## Work order
Could you copy every line in the listing below that has the word "JSON"?

## Data for the task
________________________

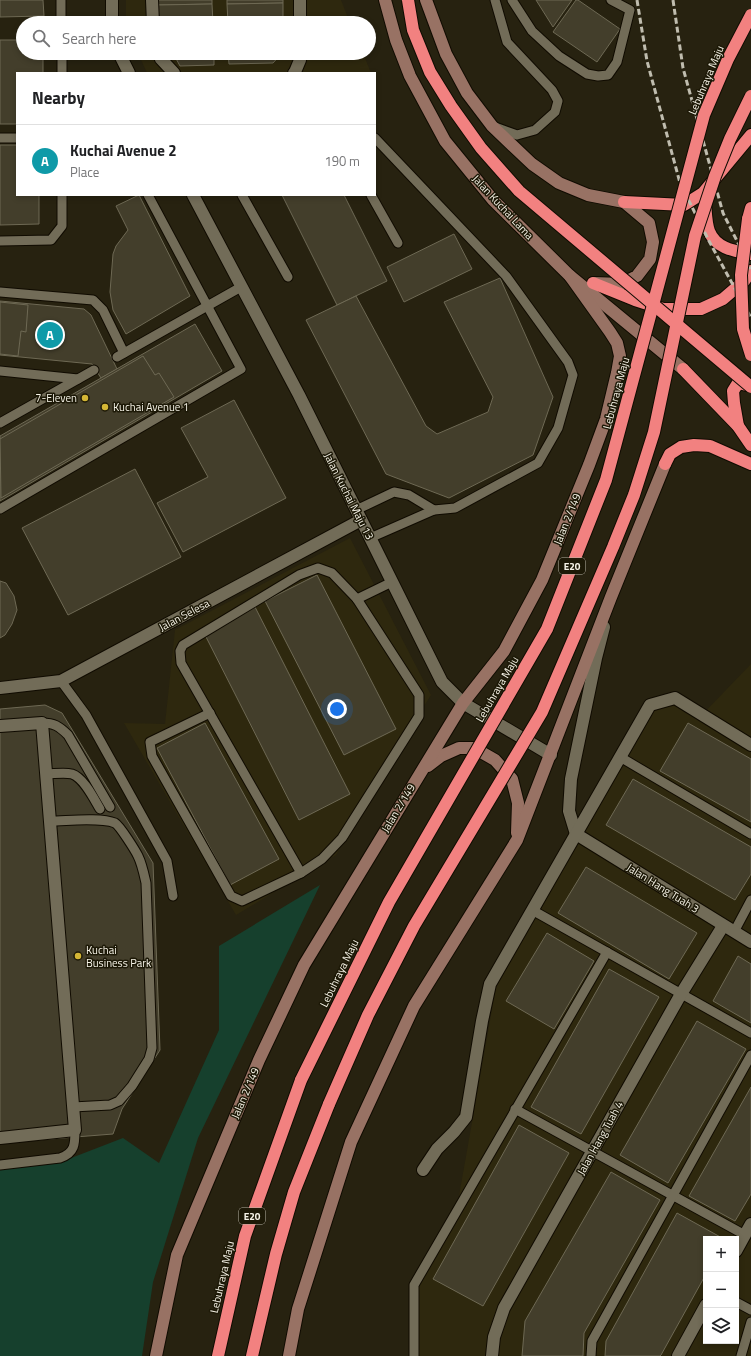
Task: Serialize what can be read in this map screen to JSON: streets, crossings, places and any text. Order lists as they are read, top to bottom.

________________________

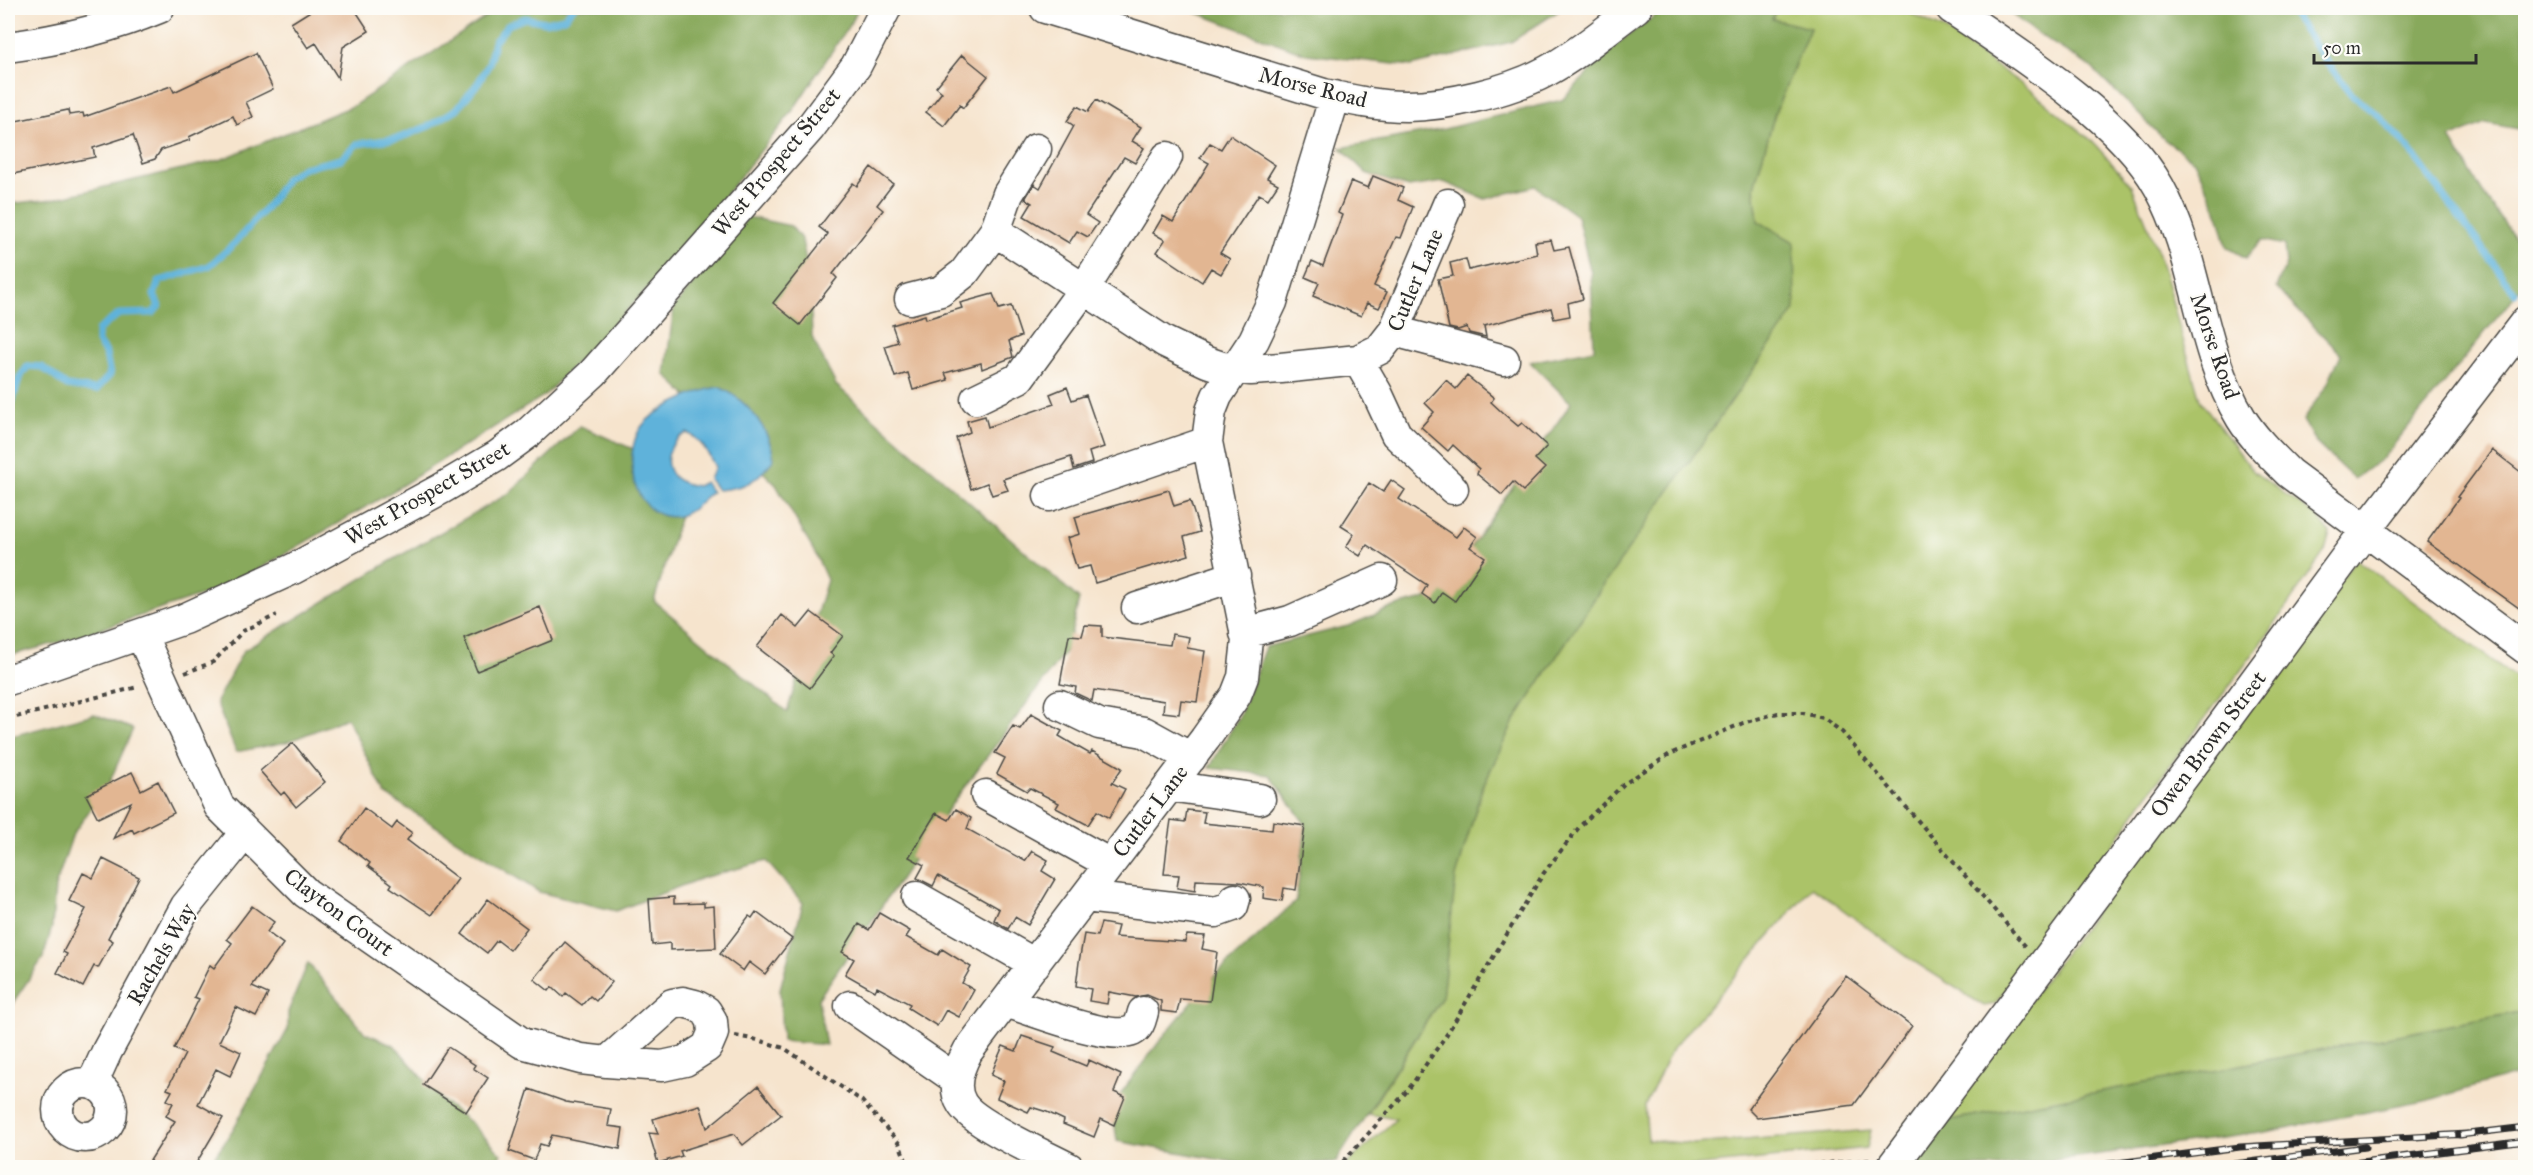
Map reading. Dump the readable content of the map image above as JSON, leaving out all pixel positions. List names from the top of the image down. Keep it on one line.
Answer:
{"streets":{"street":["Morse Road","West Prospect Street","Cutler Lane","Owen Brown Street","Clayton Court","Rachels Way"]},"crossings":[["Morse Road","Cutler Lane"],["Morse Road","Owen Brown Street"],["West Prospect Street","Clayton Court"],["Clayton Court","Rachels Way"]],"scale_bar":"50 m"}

________________________

## Response to this task
Task: Serialize what can be read in this map screen to JSON: streets, crossings, places and any text. Order lists as they are read, top to bottom.
Map reading. Dump the readable content of the map image above as JSON, leaving out all pixel positions. List names from the top of the image down. Keep it on one line.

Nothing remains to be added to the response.